I came across the article "Don't Get Down About Downbeat Nystagmus" By Angelina Espino, MD, Michael L. Morgan, MD, PhD, and Andrew G. Lee, MD in Ophthalmology Times which helped me feel just a little more comfortable about what to do when coming across downbeat nystagmus in evaluations. The causes or etiologies of downbeat nystagmus vary a good amount:
Common causes of downbeat nystagmus
- Medications (e.g., anti-epileptic agents, lithium)

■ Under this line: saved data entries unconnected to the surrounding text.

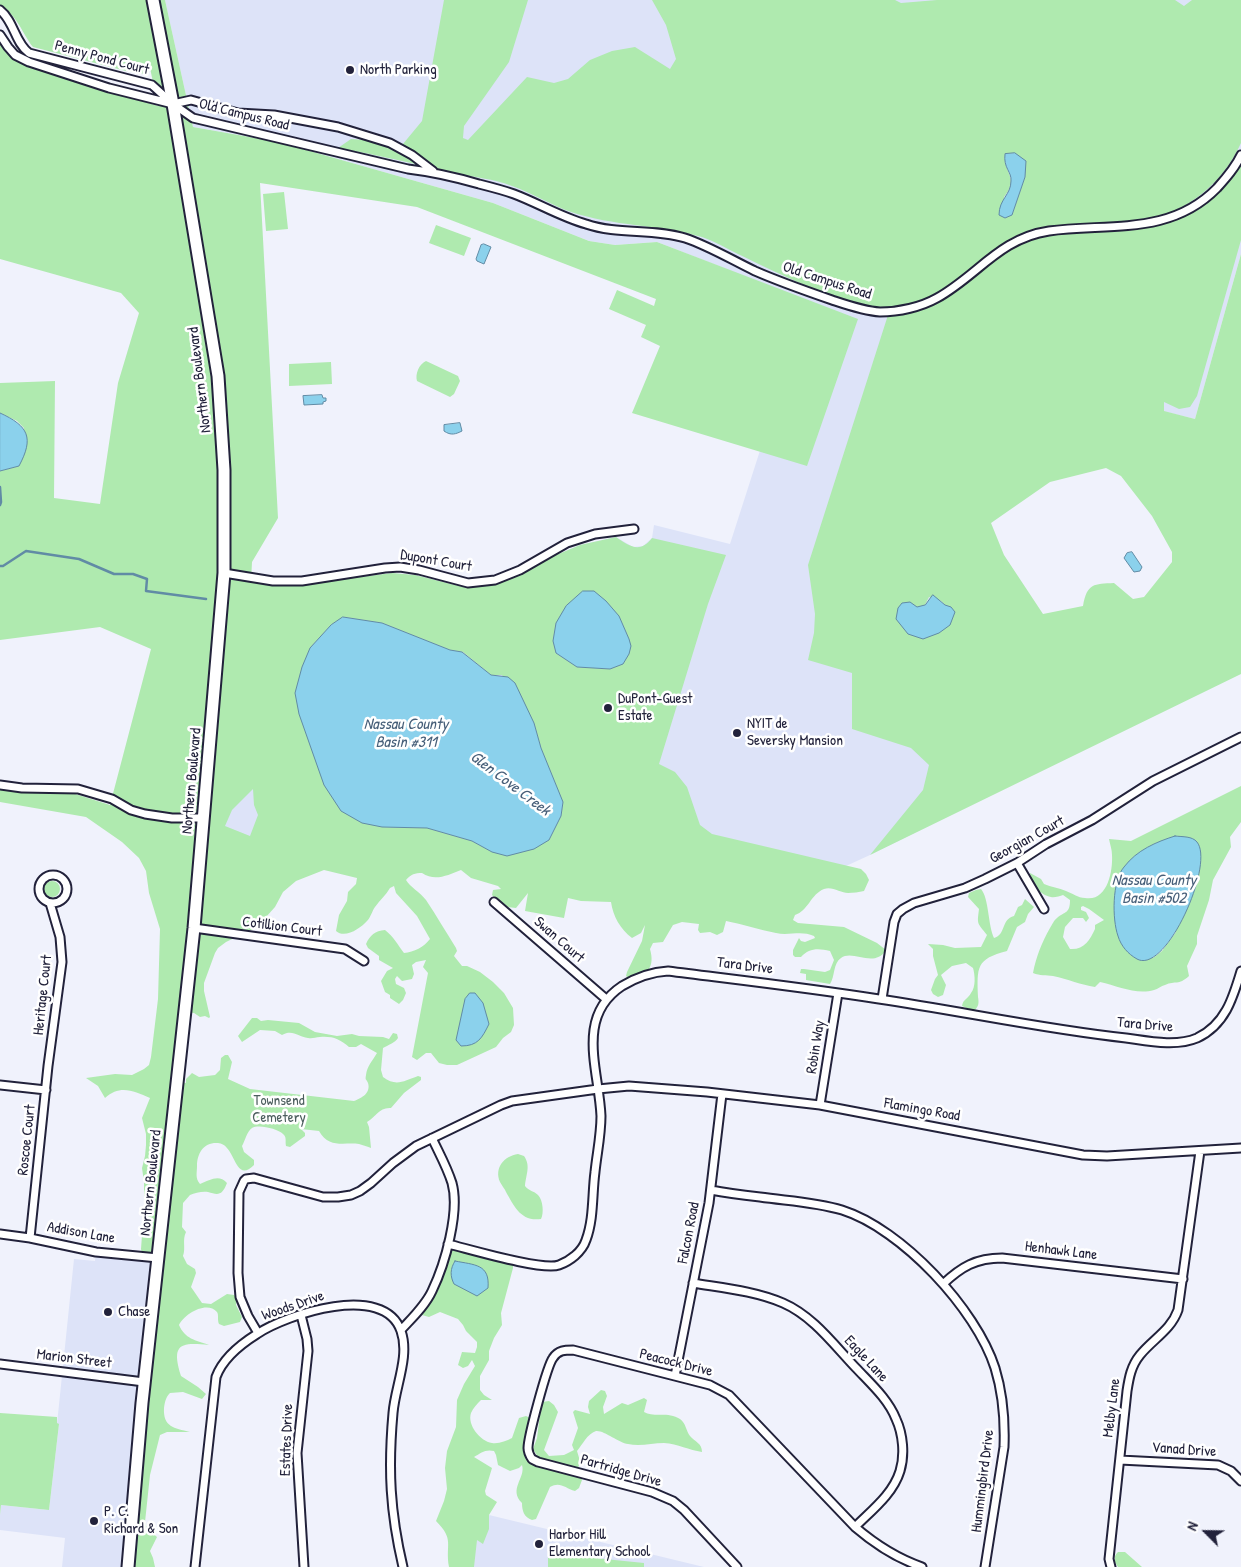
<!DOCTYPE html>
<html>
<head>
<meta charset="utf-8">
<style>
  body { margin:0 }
  #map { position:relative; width:1241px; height:1567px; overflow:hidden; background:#f0f2fc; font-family:"Patrick Hand",sans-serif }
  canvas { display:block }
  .north { position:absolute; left:1181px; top:1507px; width:50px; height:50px; -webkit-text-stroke:4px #fff; paint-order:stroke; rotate:293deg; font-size:14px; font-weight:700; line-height:20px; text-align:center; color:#22223b }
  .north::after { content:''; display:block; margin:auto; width:18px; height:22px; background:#22223b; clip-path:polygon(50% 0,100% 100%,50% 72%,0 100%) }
</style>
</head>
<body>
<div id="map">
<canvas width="1241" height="1567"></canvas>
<div class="north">N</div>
</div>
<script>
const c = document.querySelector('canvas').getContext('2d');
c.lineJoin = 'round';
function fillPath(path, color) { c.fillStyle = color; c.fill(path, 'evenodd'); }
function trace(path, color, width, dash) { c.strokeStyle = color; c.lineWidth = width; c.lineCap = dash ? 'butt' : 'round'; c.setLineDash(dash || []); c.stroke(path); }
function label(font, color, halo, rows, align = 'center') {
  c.font = font + ' "Patrick Hand",sans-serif'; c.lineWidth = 5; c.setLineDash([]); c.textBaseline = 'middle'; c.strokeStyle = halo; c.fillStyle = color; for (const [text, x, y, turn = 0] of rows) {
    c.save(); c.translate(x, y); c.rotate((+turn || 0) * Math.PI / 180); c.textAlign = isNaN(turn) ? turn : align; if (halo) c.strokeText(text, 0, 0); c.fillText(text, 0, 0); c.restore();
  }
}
fillPath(new Path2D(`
  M165,0H1241V254L1195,419L1125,402L911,339L992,794L870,855L726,921L461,870L209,844L245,581L266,585L290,586L392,573L415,575L467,588L497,584L523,574L549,558L580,545L616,537L633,547L643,546L652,538L654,525L730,544L808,301L657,242L615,245L589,241L493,203L278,142L193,127Z
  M96,1252L158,1258L128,1567H62L65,1538L0,1530V1515L1,1505L49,1510L59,1424H57L74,1259L95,1261Z
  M464,1509L489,1515L704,1567H469Z`), '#dde3f8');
fillPath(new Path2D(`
  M0,0H165L193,127L278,142L493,203L589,241L615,245L657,242L858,319L807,466L632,413L660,346L641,337L646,325L609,309L617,290L654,306L656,299L417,207L260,183L278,518L252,562L251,582L290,586L392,573L415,575L467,588L497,584L523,574L549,558L580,545L616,537C629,546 640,554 652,538L726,555L708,604L659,764L675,772L687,787L700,825L712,834L861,869L866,874L869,880L864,891C859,892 853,893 848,893C841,893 832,886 824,889C811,894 808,911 795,915L793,920L798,923L844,927L877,943L886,950C874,969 853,949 841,958C833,963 835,977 830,984L806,980V974L800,973L801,969H804L825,972L830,970L834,960L830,951C818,948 809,948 801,957H795L793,955V950L799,938L801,941L805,942L815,938L814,936C801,930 789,936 776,933C759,930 743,924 726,921L723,932L717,935L710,932L700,933L698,930L699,924L682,922L673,925L663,942L653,943L650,949C655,967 648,976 629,978L626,976L627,972L642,941L645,925L641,933L632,938C620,929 613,916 611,902L581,901L568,898L564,918L525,911L528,893L516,908L507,907L502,905L492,895L493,890L501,889L498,886L471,878L461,870C448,875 435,882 422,873C415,873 411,874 406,880C410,887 420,892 426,900C436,915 446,932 456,948L457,951L454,956L462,966H467L480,972L493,982L504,993L513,1008L514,1025L511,1032L503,1038L496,1047L457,1065H447L439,1063L431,1053H426L417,1060L412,1057L428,973L423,967L426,960L416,962L412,965L414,974L412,979L402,981L397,976L395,979L396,984L404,988L406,993L403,1000L399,1004L390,998V995L385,992L381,981L387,971L393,968L379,960V956L368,948L366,944C370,935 375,931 385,930C393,936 398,945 404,953C414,952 424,947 430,939L417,916L396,893L394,886L390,888C386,895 380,900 375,907C372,911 371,917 367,921C361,928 345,939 336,931L339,915L347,901L348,892L356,884L357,878L324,870L296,881L283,892L275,907L257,927L226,942L218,948L215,953L204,983V991L210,1017L209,1018L205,1016L200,1017L194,1013L185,1012L178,1081L186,1083V1079L192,1073L199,1077L215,1075L220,1070L221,1058L225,1055H228L232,1062L228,1079L250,1089L354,1101C362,1098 371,1093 368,1083C366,1078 365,1081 366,1075C367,1066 373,1060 377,1053L361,1044L356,1047H349C340,1039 332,1036 320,1037C315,1037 313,1039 308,1038C298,1037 293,1029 282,1035L275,1031L260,1030L242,1042L238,1036L252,1018H257L261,1021L268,1020L299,1023L315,1032L337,1036L352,1034L359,1036L383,1037L389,1039L393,1033L397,1034L398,1038C395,1043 388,1045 383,1048L381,1070L383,1077C396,1087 404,1081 418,1076L421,1077V1080L404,1093L391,1108C379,1107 376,1117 367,1122L369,1127L371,1148C368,1147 363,1145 359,1144C344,1142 329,1149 319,1131L301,1129L305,1133V1136L290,1147L286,1146C285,1141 287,1137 283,1134C278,1129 259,1124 252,1128C247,1131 245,1141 242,1146L244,1152L254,1160V1165C234,1185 236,1144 218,1143C204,1142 197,1153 197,1166C197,1173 195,1178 200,1184C210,1180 219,1174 227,1183C222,1196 218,1195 208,1192C202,1191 195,1193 190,1195L183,1203L182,1227L186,1232C182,1240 186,1248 183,1256L187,1264L195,1269L196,1273L191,1287L202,1303L211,1304L227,1294L234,1295L237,1298L236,1305L242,1317L240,1322L224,1326L219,1324C217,1320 219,1315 217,1312C207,1300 184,1314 179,1325C185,1339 195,1340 209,1345C180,1342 171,1344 181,1376L198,1387L206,1394L202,1399L183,1392L170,1393C166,1397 165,1401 164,1408C163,1427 174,1428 190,1432H167L160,1435L150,1475L145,1522L147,1529L157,1537L150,1551L153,1558L155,1567H128L158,1258L142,1253L141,1249L144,1207V1182L142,1168L145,1156L146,1145V1134L142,1118L150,1098C134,1091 120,1084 105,1098L98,1086L86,1078L115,1074L132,1075L144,1069L149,1065L151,1057L158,999L160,929L149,893L146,871L139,858L122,842L86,817L0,802V789L72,793L110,805L151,649L100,627L0,640V471L19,466L24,428L17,421L0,413V383L55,381L54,498L100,504L118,383L139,313L121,293L0,259V41L13,58L22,63L158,106L150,68L149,71L145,74L126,71L33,47C23,35 16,12 0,7ZM619,616L629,639L623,664L610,669L577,667L556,653L553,641L556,623ZM344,617L382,623L450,650L463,652L491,675H502L534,723L541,748L563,803L561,816L549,840L492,852L472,841L427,828L382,827L310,648L331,625ZM253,789L254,805L258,815L250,836L225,826L232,810Z
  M444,0H528L509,62L464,126L463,138L468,140L527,77L554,83L568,79L590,60L612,51L635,47L670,69L676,59L666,25L652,0H895L901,3L937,0H1175L1184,6L1192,0H1241V143C1223,183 1188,212 1145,220C1112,226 1079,222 1046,227C996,235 974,273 933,295C920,302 905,305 890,307C851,311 774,271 738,254C726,248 714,241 702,237C659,225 613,226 571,212C551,205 532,193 512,186C494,179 473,177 454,173C416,164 377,155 338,148L351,139L365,140L398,150L422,121ZM1015,153L1025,177L1012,215L1005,218L1004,197C1020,177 1003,174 1005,154Z
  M1241,163V240L1197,396L1190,407L1179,409L1164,402V411L1195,419L1241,254V674L870,855L923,790L929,765L911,748L852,729V673L808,660L814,633L815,614L808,565L888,315C899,314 911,314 922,310C958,296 981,262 1016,246C1050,231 1085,233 1121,231C1172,228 1213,206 1241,163ZM1106,468L1121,476L1152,516L1172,552V562L1144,597L1133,599L1114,583C1094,584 1087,583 1083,606L1043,614L1004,555L991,523L1050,482ZM929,597L941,601L945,605L896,619L925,605Z
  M284,192L288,229L266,231L263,194Z
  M436,225L471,238L464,256L429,243Z
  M426,361L458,376L460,381L454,394L450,397L417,381C415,374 419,364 426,361Z
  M331,362L332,384L289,386V364Z
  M1241,786V822L1230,837L1231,847L1213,880L1209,900L1197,936V944L1187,966L1189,976C1178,986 1176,980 1165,985C1161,986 1158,989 1154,990C1136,995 1118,986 1100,982L1095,987C1081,985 1068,979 1053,976C1046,975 1040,976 1033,973C1036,957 1042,942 1050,928C1052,925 1054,920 1057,918C1065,911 1070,914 1070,900L1063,895C1060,896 1054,898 1051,897C1040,895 1030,883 1030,873L1041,879L1044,884C1051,887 1059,888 1066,891C1072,893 1078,898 1085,898C1107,902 1113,872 1112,855C1112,850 1110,844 1109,839L1131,841ZM1158,842L1176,932L1162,951L1153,958L1123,868L1137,854ZM1083,906L1089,909L1104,920L1095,925V929C1090,940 1084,950 1070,949L1063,937L1065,927L1073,918H1083L1086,922L1089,918L1086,912L1081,910V907Z
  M44 889a8 8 0 1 1 16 0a8 8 0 1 1-16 0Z
  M981,889C989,898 988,926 994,938C1006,935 1001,919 1014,916L1018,907L1022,905L1025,899L1034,907L1028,914L1025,922L1017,927L1007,951C976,959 977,967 978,997C979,1003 979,1006 974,1011L962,1006C963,999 968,999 971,993C976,987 975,975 973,968L966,963L952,966L941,975L946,985L943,995L938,997L933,994L931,990L935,979L938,975L933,956V949L928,944L943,945L955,948L981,947L987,935C977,922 977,925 979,909L968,897L969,893L976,890Z
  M518,1154L524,1156C531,1166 526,1174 525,1186C529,1191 534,1191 538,1195C543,1200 544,1213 541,1219C521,1222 514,1206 506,1192C505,1189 502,1186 500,1182C494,1168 504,1156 518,1154Z
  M448,1244L513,1259V1268L501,1313L502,1325L494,1338L489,1351V1360L480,1376V1390L484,1395L492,1400H481C477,1404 473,1408 471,1413C467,1425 480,1441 492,1443C499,1444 506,1441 512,1438L519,1418L526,1416L530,1418L531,1423L525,1435L524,1448C531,1460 542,1471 555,1464V1462L551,1461L547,1464L541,1462L533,1449L537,1438L541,1406L542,1402L549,1401L554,1405L558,1412L544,1450L549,1456L564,1455L574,1450L572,1445L578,1428L573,1412L575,1410L590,1414L588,1407L589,1401L601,1390L605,1391L607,1396L603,1407L604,1414L622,1403L628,1405L644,1398L647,1400L644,1412C654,1418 668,1411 680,1419C686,1423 686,1431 690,1436C695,1442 702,1443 702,1452C689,1450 678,1444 664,1443C652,1443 640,1447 628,1444C619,1443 604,1430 596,1431C587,1434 583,1444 577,1451L580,1461L578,1469L582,1480L579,1488L575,1491C565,1488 560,1481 550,1487L536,1519L532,1520C524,1517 522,1511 522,1503C508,1489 526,1478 522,1465L519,1468L510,1471L498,1465L496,1455L494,1451C485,1449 481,1453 474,1457L492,1468L485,1491L486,1495L497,1502L489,1515V1529L483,1544L477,1540L474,1567H449C445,1544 455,1540 436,1521L444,1501L447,1489L445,1468L447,1451L456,1427L457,1400L464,1384L475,1366L472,1360L468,1366L463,1368L458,1365L462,1352L475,1353L477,1347V1342L466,1331L463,1325L458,1319L440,1312L429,1317L422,1315Z
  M0,1413L57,1417V1423L59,1424L49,1510L1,1505L0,1515Z
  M1118,1552H1125L1142,1567H1118C1114,1561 1113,1557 1118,1552Z
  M565,1555L644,1563V1567H548V1558Z`), '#afeaaf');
const water = new Path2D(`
  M1015,153L1026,161L1025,177L1012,215L1005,218L999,215C999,199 1011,195 1011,181C1012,172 1003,168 1005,154Z
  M484,244L491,247L484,264L477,261L476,259L481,245Z
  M322,395L323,398H326V401L323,402V404L304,405L303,396Z
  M0,413C29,426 34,438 19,466L0,471Z
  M460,423L462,431C456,434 451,436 444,431V425Z
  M1132,552L1142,567L1140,571L1134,572L1124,558L1127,553Z
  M583,591H594L606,601L619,616L629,639L631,646L629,654L623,664L610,669L577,667L556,653L553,641L556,623L566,606Z
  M933,595L945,605L951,607L955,612L950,625L939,633L923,639L908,634L896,619L898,608L902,603L910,602L917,607L925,605Z
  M343,617L382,623L450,650L462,652L491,675L508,677L515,683L534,723L541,748L563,802L561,816L549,840L534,849L507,856L492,852L472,841L427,828L382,827L362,823L341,811L324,785L299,714L295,693L302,667L310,648L331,625Z
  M1175,836C1183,837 1192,836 1197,842C1215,864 1166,975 1137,959C1128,954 1121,946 1118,936C1112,919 1112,881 1124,867C1137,850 1156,842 1175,836Z
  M470,993H475L483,1003L489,1024C482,1038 478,1046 461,1046L456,1040L465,999Z
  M455,1261C475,1265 490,1264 488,1288L477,1296L454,1284C450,1276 450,1269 455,1261Z`);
fillPath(water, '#8bd1ec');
trace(water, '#618ba5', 1);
trace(new Path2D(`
  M0,487L1,502L0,505
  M0,566H3L26,551L79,559L114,574H133L147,579L146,591L206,599`), '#618ba5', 2.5);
const minor = new Path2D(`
  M0,10C14,21 15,43 29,53L152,85L173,104L109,88L29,62L15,55L8,47L0,35
  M173,104L193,118L408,169C433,172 455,177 479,184C491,187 503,190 514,194C538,203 561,217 586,224C618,235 653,228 685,238C709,246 732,260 755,271C780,282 806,291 832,300C847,305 864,311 880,312C899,312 921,307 937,298C977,276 1000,238 1049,231C1109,223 1170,236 1217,188C1226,178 1235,168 1241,155
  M173,104L191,100L238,113L274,115L338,127L390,143L412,155L433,171
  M224,573L273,581H302L385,568L400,567L419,570L468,583L495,580L520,570L567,543L595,534L634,529
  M0,785L22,788L78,789L112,799L131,810L145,814L172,818H204
  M1017,863L1044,909
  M39 889a14 14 0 1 1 28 0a14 14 0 1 1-28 0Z
  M494,902L606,999
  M194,928L345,949L364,961
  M882,999L894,922L897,914L903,909L914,903L965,888L985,879L1017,863L1046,844L1092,820L1153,781L1241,737
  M0,1085L46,1090
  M820,1105L838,993
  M711,1190C727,1193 743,1195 760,1197C788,1201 815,1202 842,1210C902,1229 976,1309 995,1368C1003,1394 1005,1420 1004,1447L985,1567
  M0,1234L30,1238L96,1252L158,1258
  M30,1238L48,1066L62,962L60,937L50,903
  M448,1244C469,1249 542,1271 559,1265C570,1261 582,1252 586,1240C594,1219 592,1194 595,1172C597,1153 601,1135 601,1116C599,1070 575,1017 622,986C637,977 651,972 668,971C739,980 809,988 879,999C961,1011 1043,1029 1126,1038C1148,1041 1176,1047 1197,1038C1225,1025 1233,998 1241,971
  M693,1283C723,1288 755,1291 783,1303C813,1316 834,1345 856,1368C871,1384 888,1399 896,1419C903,1434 905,1455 900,1471C893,1494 872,1510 855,1527
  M943,1284C961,1267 976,1258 1002,1258L1183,1279
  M301,1315L307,1339L308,1351L297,1453L304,1567
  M401,1330C412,1318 425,1306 432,1291C445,1264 460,1212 452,1183C447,1167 439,1153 432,1138
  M258,1333L248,1316L240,1297L238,1273L239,1192L244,1181L246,1179L254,1178L323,1197H338L351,1195L360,1191L371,1183L393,1163L416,1146L501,1105L512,1101L598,1089L629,1086L707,1092L820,1105L1083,1155L1107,1156L1241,1148
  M0,1364L144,1382
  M675,1376L709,1203L722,1094
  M1120,1460L1218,1465L1231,1471L1241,1481
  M195,1567L216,1377C223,1358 241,1344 257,1334C287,1314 384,1282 401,1331C410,1356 395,1387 393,1413C388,1469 390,1512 403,1567
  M737,1567L684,1510L673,1501L652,1492L538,1462L532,1459C530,1456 528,1453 528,1448C528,1437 547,1366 553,1358C558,1350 565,1350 573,1350L710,1385L729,1395L855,1527C876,1545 896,1558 922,1567
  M1111,1567L1109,1559L1127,1391C1129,1378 1131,1366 1140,1355C1153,1339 1171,1330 1178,1310L1200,1151`);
const primary = new Path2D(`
  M128,1567L142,1403L194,928L224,573V470L218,376L173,104L153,0`);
trace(minor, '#22223b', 11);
trace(primary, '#22223b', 15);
trace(minor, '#fff', 7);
trace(primary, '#fff', 11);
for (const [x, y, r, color] of [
  [350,70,5,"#22223b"],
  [608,708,5,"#22223b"],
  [737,733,5,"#22223b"],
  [108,1312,5,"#22223b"],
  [94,1521,5,"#22223b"],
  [539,1544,5,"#22223b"]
]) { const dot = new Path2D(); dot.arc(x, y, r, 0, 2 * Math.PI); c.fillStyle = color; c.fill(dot); trace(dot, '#fff', 2); }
label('15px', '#22223b', '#fff', [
  ["Penny Pond Court",102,58,15],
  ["Old Campus Road",244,115,14],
  ["Old Campus Road",827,281,18],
  ["Northern Boulevard",200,380,-97],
  ["Dupont Court",436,561,10],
  ["Northern Boulevard",192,781,-85],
  ["Georgian Court",1027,840,-29],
  ["Cotillion Court",282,927,7],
  ["Swan Court",559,940,41],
  ["Tara Drive",745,966,7],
  ["Heritage Court",43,995,-84],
  ["Tara Drive",1145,1025,5],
  ["Robin Way",816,1047,-81],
  ["Flamingo Road",922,1110,10],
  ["Roscoe Court",27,1140,-84],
  ["Northern Boulevard",151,1183,-84],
  ["Addison Lane",81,1233,10],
  ["Falcon Road",689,1233,-79],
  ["Henhawk Lane",1061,1251,7],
  ["Woods Drive",293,1306,-19],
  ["Marion Street",74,1359,7],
  ["Eagle Lane",866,1359,47],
  ["Peacock Drive",676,1363,14],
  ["Melby Lane",1112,1408,-83],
  ["Estates Drive",287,1440,-88],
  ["Vanad Drive",1184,1450,4],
  ["Partridge Drive",621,1471,16],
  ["Hummingbird Drive",983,1481,-83]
]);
label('15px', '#22223b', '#fff', [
  ["North Parking",360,70],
  ["DuPont-Guest",618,699],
  ["Estate",618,716],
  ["NYIT de",747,724],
  ["Seversky Mansion",747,741],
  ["Chase",118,1312],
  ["P. C.",104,1512],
  ["Richard & Son",104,1529],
  ["Harbor Hill",549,1535],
  ["Elementary School",549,1552]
], 'left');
label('15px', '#4c5e5e', '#fff', [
  ["Townsend",279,1101],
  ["Cemetery",279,1118]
]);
label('italic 16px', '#475f79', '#fff', [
  ["Nassau County",406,725],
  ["Basin #311",406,743],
  ["Glen Cove Creek",510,784,37],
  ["Nassau County",1154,881],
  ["Basin #502",1154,899]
]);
</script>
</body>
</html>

- Deficiency states (e.g., magnesium)
- Autoimmune (e.g., anti-glutamic acid decarboxylase antibodies)
- Metabolic (e.g., Wernicke encephalopathy)
- Cerebellar degenerative disease (e.g., spinocerebellar or multisystem atrophy)
- Posterior fossa neoplasms
- Vascular (e.g., dolichoectasia, ischemic, hemorrhagic, stroke) lesions
- Structural anatomic abnormality (specifically craniocervical malformations, such as Arnold-Chiari malformation).
Wagner JN, Glaser M, Brandt T, StruppM. Downbeat nystagmus: aetiology and comorbidity in 117 patients. J Neurol Neurosurg Psychiatry. 2008;79:672-677
So what are the probabilities of seeing the certain causes of downbeat nystagmus? According to the article, "A recent review of 116 DBN cases reported that the most frequent identifiable cause was cerebellar degenerative disease (20%), including multisystem atrophy, spinocerebeller ataxia, and sporadic adult onset ataxia. Posterior fossa vascular lesions (9%) and craniocervical malformation with cerebellar ectopia (7%) followed. Up to 38% of DBN cases remained idiopathic. Toxic effects related to medication may also cause downbeat nystagmus. Autoimmune conditions can also result in DBN, such as in the setting of anti-glutamic acid decarboxylase (GAD) antibodies."
What I find interesting in this article is the report of medications that may help with downbeat nystagmus. As the article concluded, it summarized that patients "with new onset downbeatin nystagmus, the ophthalmologist should consider medication side effects, drug overdose (illicit or prescribed), magnesium and other deficiency states, autoimmune processes, infections, inflammatory states, demyelinating disease, and structural brainstem lesions at the cervicomedullary junction (especially Chiari malformation)."
As a physical therapist, it seems like a good option to refer a symptomatic patient with downbeat nystagmus to an ophthalmologist, neurologist, or other specialist who can order neuroimaging, vitamin deficiency testing, paraneoplastic testing, and review the patient's medications for possible effects on their condition.